“What hath Athens to do with Jerusalem?” That was a question asked by Tertullian, an early Church father. In his time, Athens and Jerusalem were symbols of philosophy vs. religion, reason vs. faith. Tertullian wanted nothing to do with Athens. But the legacy of ancient Greece—especially the works of Plato, Aristotle, and others—have always played an important role in Western civilization. Reason and religion have had changing roles and degrees of impact throughout the history of the West. Today, Athens is represented by the Enlightenment culture of reason and science; its impact is exclusive in some areas. But Jerusalem—the Judeo-Christian outlook—is still part of Western culture.
The table below is my assessment of the respective roles of religion and other cultural influences in serving human needs. If we draw a broad distinction between material, spiritual, and social needs, then we can say, equally broadly, that the economic dimension of society serves man’s material needs, whereas culture serves his spiritual needs. Culture also serves social needs, but these are also strongly shaped by the economic division of labor (as well as the political structure).
Throughout most of the history of civilizations, religion has provided the core of culture, but it has been losing many cultural as well as social functions over the centuries. The table is a list of various needs and of religion’s role as a provider—the main, significant, or minimal one—and the other forms and institutions that also serve these needs.
My assessments in each row are based on decades of observing and analyzing our culture, but they are only my intuitive assessments. There is abundant data, from Pew Research and other sources, and I have reviewed a lot of that data over the years. But the table is not based on the systematic evidence currently available. Please do not take my assessments as anything more than the judgments of an intelligent observer.
Religion remains a powerful cultural player a) because it is still the main provider of certain important needs; and b) because no other institution or cultural form has taken its place in any unified way.

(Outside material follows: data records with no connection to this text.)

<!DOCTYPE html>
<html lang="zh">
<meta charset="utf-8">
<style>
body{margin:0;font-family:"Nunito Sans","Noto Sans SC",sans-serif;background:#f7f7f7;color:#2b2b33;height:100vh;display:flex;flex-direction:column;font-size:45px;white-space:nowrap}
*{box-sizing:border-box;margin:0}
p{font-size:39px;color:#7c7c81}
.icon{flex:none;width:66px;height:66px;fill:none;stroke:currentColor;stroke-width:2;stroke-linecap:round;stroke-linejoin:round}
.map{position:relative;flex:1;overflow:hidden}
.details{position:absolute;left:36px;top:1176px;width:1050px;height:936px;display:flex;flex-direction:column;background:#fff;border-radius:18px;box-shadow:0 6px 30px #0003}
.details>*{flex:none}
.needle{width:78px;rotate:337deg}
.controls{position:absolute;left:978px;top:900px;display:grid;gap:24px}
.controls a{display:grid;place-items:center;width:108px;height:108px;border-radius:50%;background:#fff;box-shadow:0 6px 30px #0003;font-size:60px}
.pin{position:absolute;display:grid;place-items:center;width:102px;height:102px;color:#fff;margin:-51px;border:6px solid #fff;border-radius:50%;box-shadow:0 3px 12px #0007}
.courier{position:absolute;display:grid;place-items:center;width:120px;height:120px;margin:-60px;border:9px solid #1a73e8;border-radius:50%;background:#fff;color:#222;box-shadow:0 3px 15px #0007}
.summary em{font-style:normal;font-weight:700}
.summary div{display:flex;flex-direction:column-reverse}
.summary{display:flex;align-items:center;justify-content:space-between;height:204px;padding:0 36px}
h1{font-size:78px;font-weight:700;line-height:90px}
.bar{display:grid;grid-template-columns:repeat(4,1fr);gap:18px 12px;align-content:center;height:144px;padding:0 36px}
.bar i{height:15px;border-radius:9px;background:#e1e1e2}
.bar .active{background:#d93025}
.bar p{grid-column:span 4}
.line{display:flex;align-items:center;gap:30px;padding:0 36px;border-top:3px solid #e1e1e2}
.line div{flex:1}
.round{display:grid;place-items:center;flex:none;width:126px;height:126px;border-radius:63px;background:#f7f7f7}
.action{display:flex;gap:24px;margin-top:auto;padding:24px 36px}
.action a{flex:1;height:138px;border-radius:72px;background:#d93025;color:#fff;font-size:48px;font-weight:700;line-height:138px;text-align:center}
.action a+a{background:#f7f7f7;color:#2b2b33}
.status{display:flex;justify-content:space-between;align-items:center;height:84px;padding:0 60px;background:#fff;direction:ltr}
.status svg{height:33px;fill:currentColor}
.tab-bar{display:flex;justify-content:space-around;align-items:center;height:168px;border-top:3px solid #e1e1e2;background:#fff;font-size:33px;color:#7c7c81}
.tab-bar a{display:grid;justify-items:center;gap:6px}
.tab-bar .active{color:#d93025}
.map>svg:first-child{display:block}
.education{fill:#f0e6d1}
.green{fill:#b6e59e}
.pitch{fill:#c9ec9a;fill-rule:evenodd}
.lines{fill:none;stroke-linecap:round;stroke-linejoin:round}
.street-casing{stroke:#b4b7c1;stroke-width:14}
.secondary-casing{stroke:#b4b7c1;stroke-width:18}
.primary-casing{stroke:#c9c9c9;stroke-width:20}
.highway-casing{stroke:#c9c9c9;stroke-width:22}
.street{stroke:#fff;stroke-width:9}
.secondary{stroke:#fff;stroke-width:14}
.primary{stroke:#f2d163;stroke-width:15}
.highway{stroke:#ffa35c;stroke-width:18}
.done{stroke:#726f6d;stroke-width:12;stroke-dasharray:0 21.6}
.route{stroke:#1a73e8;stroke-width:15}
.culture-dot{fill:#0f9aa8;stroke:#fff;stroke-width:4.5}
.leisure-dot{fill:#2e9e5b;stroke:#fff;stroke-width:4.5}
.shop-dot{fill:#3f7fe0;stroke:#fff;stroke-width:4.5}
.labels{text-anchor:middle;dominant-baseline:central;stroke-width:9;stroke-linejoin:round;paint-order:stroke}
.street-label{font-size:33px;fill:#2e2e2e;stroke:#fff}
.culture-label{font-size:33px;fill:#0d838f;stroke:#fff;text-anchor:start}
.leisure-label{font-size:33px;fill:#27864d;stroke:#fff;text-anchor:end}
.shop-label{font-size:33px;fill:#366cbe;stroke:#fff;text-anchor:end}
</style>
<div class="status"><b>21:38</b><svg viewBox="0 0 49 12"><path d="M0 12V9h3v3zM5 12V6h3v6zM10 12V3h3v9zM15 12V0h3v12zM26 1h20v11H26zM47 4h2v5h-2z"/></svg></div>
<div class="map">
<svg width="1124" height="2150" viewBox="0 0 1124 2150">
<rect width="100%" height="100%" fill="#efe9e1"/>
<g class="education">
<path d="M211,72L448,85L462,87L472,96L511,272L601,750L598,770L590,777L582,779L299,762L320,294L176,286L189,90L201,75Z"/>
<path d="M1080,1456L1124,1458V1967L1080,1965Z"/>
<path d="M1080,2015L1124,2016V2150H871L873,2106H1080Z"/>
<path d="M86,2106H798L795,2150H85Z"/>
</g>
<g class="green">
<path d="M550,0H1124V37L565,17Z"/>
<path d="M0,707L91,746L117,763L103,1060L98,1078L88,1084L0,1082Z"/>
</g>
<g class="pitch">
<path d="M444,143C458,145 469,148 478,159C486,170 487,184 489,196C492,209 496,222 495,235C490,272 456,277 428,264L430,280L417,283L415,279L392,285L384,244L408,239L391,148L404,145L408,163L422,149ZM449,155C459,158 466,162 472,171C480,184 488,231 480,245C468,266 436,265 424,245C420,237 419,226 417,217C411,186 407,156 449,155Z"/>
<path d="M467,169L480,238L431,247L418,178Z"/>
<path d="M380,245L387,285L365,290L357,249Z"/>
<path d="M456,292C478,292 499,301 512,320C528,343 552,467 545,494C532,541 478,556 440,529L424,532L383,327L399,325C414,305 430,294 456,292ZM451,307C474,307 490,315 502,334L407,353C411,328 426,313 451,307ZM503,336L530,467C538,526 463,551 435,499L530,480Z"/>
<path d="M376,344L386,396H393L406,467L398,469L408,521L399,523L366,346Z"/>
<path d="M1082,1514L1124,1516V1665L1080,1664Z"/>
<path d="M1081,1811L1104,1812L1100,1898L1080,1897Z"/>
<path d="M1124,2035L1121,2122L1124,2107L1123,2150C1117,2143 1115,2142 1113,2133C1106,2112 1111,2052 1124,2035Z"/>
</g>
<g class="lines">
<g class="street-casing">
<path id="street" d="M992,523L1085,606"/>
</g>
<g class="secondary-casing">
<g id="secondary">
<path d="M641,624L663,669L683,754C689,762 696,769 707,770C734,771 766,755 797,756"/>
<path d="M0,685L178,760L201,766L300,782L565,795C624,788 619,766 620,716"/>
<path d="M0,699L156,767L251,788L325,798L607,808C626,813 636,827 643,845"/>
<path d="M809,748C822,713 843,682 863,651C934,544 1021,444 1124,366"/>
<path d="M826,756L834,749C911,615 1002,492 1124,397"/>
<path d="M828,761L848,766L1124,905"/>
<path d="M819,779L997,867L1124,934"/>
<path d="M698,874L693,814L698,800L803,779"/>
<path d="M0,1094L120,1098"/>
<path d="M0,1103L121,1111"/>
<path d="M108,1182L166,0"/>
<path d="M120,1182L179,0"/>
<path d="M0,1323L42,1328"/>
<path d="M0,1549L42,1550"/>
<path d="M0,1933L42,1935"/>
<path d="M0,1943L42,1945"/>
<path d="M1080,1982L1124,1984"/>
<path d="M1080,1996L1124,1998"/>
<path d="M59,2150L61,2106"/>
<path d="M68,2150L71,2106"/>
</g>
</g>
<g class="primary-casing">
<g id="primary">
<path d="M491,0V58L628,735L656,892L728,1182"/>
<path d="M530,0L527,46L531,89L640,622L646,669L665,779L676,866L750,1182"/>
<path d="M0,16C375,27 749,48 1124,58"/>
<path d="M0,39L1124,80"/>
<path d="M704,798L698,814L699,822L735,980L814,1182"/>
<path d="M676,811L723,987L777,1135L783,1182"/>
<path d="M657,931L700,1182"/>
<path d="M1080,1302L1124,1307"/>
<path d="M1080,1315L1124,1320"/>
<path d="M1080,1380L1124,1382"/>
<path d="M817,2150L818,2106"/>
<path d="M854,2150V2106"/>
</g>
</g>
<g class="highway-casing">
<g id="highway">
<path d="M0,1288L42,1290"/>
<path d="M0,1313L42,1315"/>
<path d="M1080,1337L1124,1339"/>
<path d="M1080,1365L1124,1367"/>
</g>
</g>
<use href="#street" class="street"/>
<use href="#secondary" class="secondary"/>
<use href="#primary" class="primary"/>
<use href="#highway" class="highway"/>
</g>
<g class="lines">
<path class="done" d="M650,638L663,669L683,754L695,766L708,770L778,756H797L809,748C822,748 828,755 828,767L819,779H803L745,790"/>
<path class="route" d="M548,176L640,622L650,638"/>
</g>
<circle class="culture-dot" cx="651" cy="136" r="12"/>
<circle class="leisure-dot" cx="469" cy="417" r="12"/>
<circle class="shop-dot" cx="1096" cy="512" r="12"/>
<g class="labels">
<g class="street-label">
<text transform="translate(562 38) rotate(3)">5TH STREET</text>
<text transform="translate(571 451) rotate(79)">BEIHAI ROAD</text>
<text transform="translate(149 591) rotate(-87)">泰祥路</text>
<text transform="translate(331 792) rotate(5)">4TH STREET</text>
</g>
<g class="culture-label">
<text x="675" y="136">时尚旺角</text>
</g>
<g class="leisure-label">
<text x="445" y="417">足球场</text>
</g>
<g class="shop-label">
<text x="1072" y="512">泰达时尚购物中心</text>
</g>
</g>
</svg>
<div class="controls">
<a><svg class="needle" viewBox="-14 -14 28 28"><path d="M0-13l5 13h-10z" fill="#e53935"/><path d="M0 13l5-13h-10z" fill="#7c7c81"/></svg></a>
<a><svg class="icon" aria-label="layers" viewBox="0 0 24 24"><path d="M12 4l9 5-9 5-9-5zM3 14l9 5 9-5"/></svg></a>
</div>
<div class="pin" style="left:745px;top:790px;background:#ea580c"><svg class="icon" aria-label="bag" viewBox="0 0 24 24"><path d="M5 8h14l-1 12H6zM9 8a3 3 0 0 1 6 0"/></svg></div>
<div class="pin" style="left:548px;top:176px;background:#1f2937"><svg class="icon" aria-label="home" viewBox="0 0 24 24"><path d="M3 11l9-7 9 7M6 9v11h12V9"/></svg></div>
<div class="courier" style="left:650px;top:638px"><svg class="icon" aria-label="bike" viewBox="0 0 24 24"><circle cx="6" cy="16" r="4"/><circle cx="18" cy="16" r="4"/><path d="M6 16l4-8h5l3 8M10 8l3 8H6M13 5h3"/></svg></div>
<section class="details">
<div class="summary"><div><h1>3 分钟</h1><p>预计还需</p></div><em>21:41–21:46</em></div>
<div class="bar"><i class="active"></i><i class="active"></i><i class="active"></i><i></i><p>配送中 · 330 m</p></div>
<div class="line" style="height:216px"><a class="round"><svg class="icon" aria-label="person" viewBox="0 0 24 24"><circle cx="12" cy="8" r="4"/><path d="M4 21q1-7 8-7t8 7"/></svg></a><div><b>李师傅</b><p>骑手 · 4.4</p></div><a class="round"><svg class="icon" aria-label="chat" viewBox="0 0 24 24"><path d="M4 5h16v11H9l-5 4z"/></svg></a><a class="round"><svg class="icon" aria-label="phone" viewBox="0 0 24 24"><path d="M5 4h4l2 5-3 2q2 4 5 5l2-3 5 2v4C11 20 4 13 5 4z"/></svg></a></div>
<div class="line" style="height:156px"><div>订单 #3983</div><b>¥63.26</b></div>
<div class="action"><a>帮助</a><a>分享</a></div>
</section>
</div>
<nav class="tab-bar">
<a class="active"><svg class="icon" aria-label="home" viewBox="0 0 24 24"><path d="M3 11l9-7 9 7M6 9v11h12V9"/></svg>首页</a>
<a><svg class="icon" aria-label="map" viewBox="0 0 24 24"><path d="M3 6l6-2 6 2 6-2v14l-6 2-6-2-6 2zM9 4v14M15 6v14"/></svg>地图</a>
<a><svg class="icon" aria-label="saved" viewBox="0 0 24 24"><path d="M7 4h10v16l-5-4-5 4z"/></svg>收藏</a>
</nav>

Indeed, one aspect of modernist civilization has been precisely this fragmentation of culture, a greater degree of division of labor in the cultural “industry.”
In principle, Objectivism is capable of providing for all of these needs, either directly (e.g., morality, understanding man’s place in the universe) or indirectly (setting basic standards in education, art, logic of science, etc.) My table may be a guide to the level of difficulty Objectivism faces in becoming a major provider for our various needs.